§ **SOURCE MATERIAL**
┌──
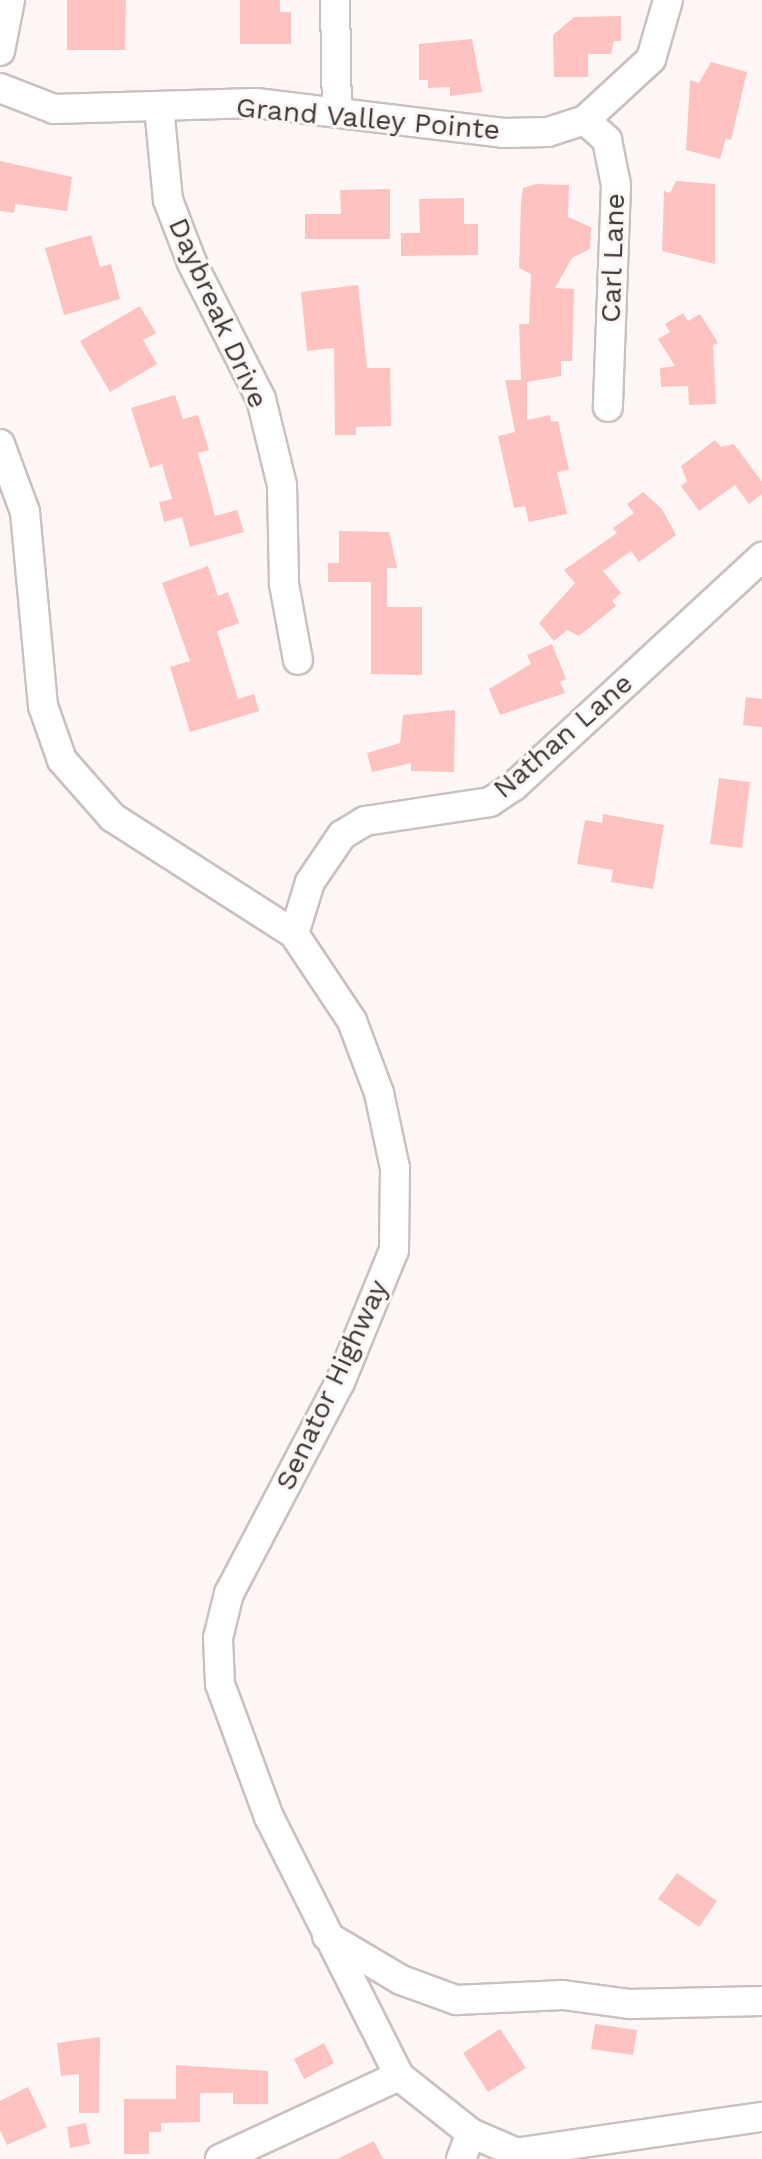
<!DOCTYPE html>
<style>
body{margin:0}
#map{position:relative;width:762px;height:2159px;overflow:hidden;background:#fef5f5;font-family:"Work Sans",sans-serif}
div>[style]{position:absolute}
.building>*{inset:0;background:#fec3c1}
.roads{filter:drop-shadow(2px 0 #cbc0c0) drop-shadow(-2px 0 #cbc0c0) drop-shadow(0 2px #cbc0c0) drop-shadow(0 -2px #cbc0c0)}
.minor>*{height:28px;margin:-14px;padding:0 14px;transform-origin:14px;border-radius:14px;background:#fff}
span{translate:-50% -50%;white-space:nowrap;text-align:center;line-height:1.15;-webkit-text-stroke:6px #fef5f5;paint-order:stroke}
.street-label{font-size:28px;color:#3c3838}
</style>
<div id="map">
<div class="building">
<div style="clip-path:polygon(67px 0,126px 0,125px 50px,67px 50px)"></div>
<div style="clip-path:polygon(240px 0,280px 0,280px 12px,291px 12px,291px 44px,240px 44px)"></div>
<div style="clip-path:polygon(621px 16px,621px 41px,614px 41px,611px 54px,588px 54px,588px 77px,554px 77px,553px 35px,574px 17px)"></div>
<div style="clip-path:polygon(472px 39px,482px 92px,450px 96px,450px 87px,428px 88px,428px 80px,419px 80px,419px 44px)"></div>
<div style="clip-path:polygon(711px 62px,747px 72px,731px 140px,726px 138px,720px 159px,686px 150px,690px 80px,699px 83px)"></div>
<div style="clip-path:polygon(0 161px,72px 177px,67px 211px,15px 204px,14px 213px,0 211px)"></div>
<div style="clip-path:polygon(676px 181px,715px 184px,715px 264px,662px 251px,664px 191px,670px 193px)"></div>
<div style="clip-path:polygon(536px 184px,569px 185px,568px 217px,591px 227px,590px 249px,572px 258px,555px 288px,574px 289px,572px 361px,561px 361px,561px 376px,527px 382px,527px 420px,550px 415px,551px 422px,558px 421px,569px 470px,557px 472px,567px 514px,529px 522px,525px 506px,514px 508px,498px 436px,515px 432px,505px 380px,521px 380px,519px 324px,529px 324px,531px 274px,519px 268px,521px 203px,523px 188px)"></div>
<div style="clip-path:polygon(390px 189px,390px 239px,305px 239px,305px 214px,341px 214px,340px 190px)"></div>
<div style="clip-path:polygon(464px 198px,464px 224px,478px 224px,478px 255px,401px 256px,401px 233px,420px 233px,419px 199px)"></div>
<div style="clip-path:polygon(91px 235px,100px 267px,111px 264px,120px 299px,64px 315px,45px 248px)"></div>
<div style="clip-path:polygon(358px 285px,367px 368px,390px 368px,391px 426px,356px 427px,356px 435px,335px 435px,334px 348px,307px 351px,301px 292px)"></div>
<div style="clip-path:polygon(140px 306px,156px 333px,143px 340px,157px 364px,110px 392px,80px 341px)"></div>
<div style="clip-path:polygon(683px 313px,688px 321px,700px 314px,718px 343px,713px 345px,716px 404px,689px 405px,688px 386px,661px 387px,660px 368px,675px 366px,658px 339px,670px 332px,665px 324px)"></div>
<div style="clip-path:polygon(175px 395px,183px 419px,198px 415px,209px 450px,198px 453px,215px 516px,237px 510px,244px 532px,190px 547px,182px 517px,164px 522px,159px 502px,172px 499px,162px 464px,150px 468px,131px 408px)"></div>
<div style="clip-path:polygon(715px 440px,721px 447px,734px 444px,762px 482px,762px 494px,749px 504px,735px 485px,699px 511px,681px 486px,687px 481px,681px 466px)"></div>
<div style="clip-path:polygon(643px 492px,662px 509px,676px 535px,639px 562px,631px 551px,603px 571px,621px 593px,612px 601px,616px 606px,579px 636px,567px 630px,554px 641px,539px 623px,575px 583px,564px 570px,617px 533px,613px 528px,634px 513px,627px 504px)"></div>
<div style="clip-path:polygon(339px 531px,389px 532px,397px 568px,387px 568px,387px 607px,422px 607px,422px 675px,371px 674px,371px 582px,328px 582px,328px 563px,339px 563px)"></div>
<div style="clip-path:polygon(208px 566px,218px 596px,228px 592px,239px 623px,217px 631px,238px 699px,254px 694px,259px 711px,190px 732px,170px 667px,190px 661px,162px 583px)"></div>
<div style="clip-path:polygon(552px 644px,566px 679px,560px 682px,565px 693px,500px 715px,489px 689px,531px 664px,527px 655px)"></div>
<div style="clip-path:polygon(746px 697px,762px 699px,762px 727px,743px 725px)"></div>
<div style="clip-path:polygon(455px 710px,454px 772px,411px 771px,411px 763px,372px 772px,367px 753px,400px 743px,403px 715px)"></div>
<div style="clip-path:polygon(719px 778px,750px 782px,742px 848px,710px 844px)"></div>
<div style="clip-path:polygon(603px 814px,664px 825px,653px 889px,611px 882px,613px 870px,577px 864px,585px 820px,602px 823px)"></div>
<div style="clip-path:polygon(677px 1873px,717px 1901px,699px 1927px,658px 1899px)"></div>
<div style="clip-path:polygon(595px 2024px,637px 2030px,633px 2055px,591px 2049px)"></div>
<div style="clip-path:polygon(500px 2029px,526px 2068px,488px 2092px,463px 2053px)"></div>
<div style="clip-path:polygon(100px 2037px,99px 2113px,79px 2113px,79px 2074px,61px 2076px,57px 2043px)"></div>
<div style="clip-path:polygon(324px 2043px,334px 2063px,304px 2079px,294px 2059px)"></div>
<div style="clip-path:polygon(176px 2065px,268px 2071px,268px 2104px,233px 2104px,233px 2093px,200px 2093px,200px 2122px,161px 2123px,161px 2132px,149px 2132px,149px 2154px,124px 2154px,124px 2099px,176px 2099px)"></div>
<div style="clip-path:polygon(28px 2087px,47px 2127px,7px 2145px,0 2130px,0 2101px)"></div>
<div style="clip-path:polygon(86px 2123px,90px 2144px,70px 2148px,67px 2127px)"></div>
<div style="clip-path:polygon(374px 2141px,383px 2159px,337px 2159px)"></div>
</div>
<div class="roads">
<div class="minor">
<div style="left:335px;top:0;width:113px;rotate:89deg"></div>
<div style="left:0;top:51px;width:52px;rotate:-78.9deg"></div>
<div style="left:0;top:88px;width:58px;rotate:21.3deg"></div>
<div style="left:54px;top:109px;width:202px;rotate:-1.7deg"></div>
<div style="left:256px;top:103px;width:249px;rotate:6.9deg"></div>
<div style="left:503px;top:133px;width:45px;rotate:-1.3deg"></div>
<div style="left:548px;top:132px;width:39px;rotate:-18deg"></div>
<div style="left:585px;top:120px;width:90px;rotate:-42.7deg"></div>
<div style="left:651px;top:59px;width:61px;rotate:-73.9deg"></div>
<div style="left:159px;top:107px;width:93px;rotate:84.5deg"></div>
<div style="left:168px;top:200px;width:67px;rotate:69.1deg"></div>
<div style="left:192px;top:263px;width:153px;rotate:63.1deg"></div>
<div style="left:261px;top:399px;width:89px;rotate:76.3deg"></div>
<div style="left:282px;top:485px;width:99px;rotate:88.8deg"></div>
<div style="left:284px;top:584px;width:77px;rotate:79.6deg"></div>
<div style="left:585px;top:120px;width:30px;rotate:42deg"></div>
<div style="left:607px;top:140px;width:46px;rotate:78.7deg"></div>
<div style="left:616px;top:185px;width:222px;rotate:92.1deg"></div>
<div style="left:0;top:444px;width:72px;rotate:69.8deg"></div>
<div style="left:25px;top:512px;width:195px;rotate:84.7deg"></div>
<div style="left:43px;top:706px;width:57px;rotate:70.6deg"></div>
<div style="left:62px;top:760px;width:76px;rotate:48.7deg"></div>
<div style="left:112px;top:817px;width:216px;rotate:32.7deg"></div>
<div style="left:294px;top:934px;width:105px;rotate:56.3deg"></div>
<div style="left:352px;top:1021px;width:77px;rotate:69.4deg"></div>
<div style="left:379px;top:1093px;width:77px;rotate:78deg"></div>
<div style="left:395px;top:1168px;width:82px;rotate:90.7deg"></div>
<div style="left:394px;top:1250px;width:143px;rotate:112.2deg"></div>
<div style="left:340px;top:1382px;width:238px;rotate:117.7deg"></div>
<div style="left:229px;top:1593px;width:46px;rotate:103.7deg"></div>
<div style="left:218px;top:1638px;width:46px;rotate:87.5deg"></div>
<div style="left:220px;top:1684px;width:142px;rotate:69.8deg"></div>
<div style="left:269px;top:1817px;width:290px;rotate:63.3deg"></div>
<div style="left:399px;top:2076px;width:92px;rotate:38.4deg"></div>
<div style="left:471px;top:2133px;width:65px;rotate:23.4deg"></div>
<div style="left:294px;top:934px;width:54px;rotate:-72.9deg"></div>
<div style="left:310px;top:882px;width:57px;rotate:-55.8deg"></div>
<div style="left:342px;top:835px;width:27px;rotate:-31deg"></div>
<div style="left:365px;top:821px;width:126px;rotate:-8.6deg"></div>
<div style="left:490px;top:802px;width:29px;rotate:-34deg"></div>
<div style="left:514px;top:786px;width:338px;rotate:-42.7deg"></div>
<div style="left:327px;top:1936px;width:86px;rotate:30.7deg"></div>
<div style="left:401px;top:1980px;width:59px;rotate:20deg"></div>
<div style="left:456px;top:2000px;width:107px;rotate:-2.7deg"></div>
<div style="left:563px;top:1995px;width:68px;rotate:7.7deg"></div>
<div style="left:630px;top:2004px;width:132px;rotate:-1.3deg"></div>
<div style="left:514px;top:2153px;width:251px;rotate:-8.3deg"></div>
<div style="left:220px;top:2159px;width:197px;rotate:-24.9deg"></div>
<div style="left:461px;top:2159px;width:28px;rotate:-69deg"></div>
</div>
</div>
<div class="street-label">
<span style="left:368px;top:119px;rotate:5deg">Grand Valley Pointe</span>
<span style="left:613px;top:258px;rotate:-88deg">Carl Lane</span>
<span style="left:218px;top:313px;rotate:66deg">Daybreak Drive</span>
<span style="left:563px;top:736px;rotate:-41deg">Nathan Lane</span>
<span style="left:332px;top:1385px;rotate:-65deg">Senator Highway</span>
</div>
</div>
└──
§ **TASK**
Only lines that include "street" are counted here. Give their number for the records above and add nothing.

§ **EXPECTED ANSWER**
2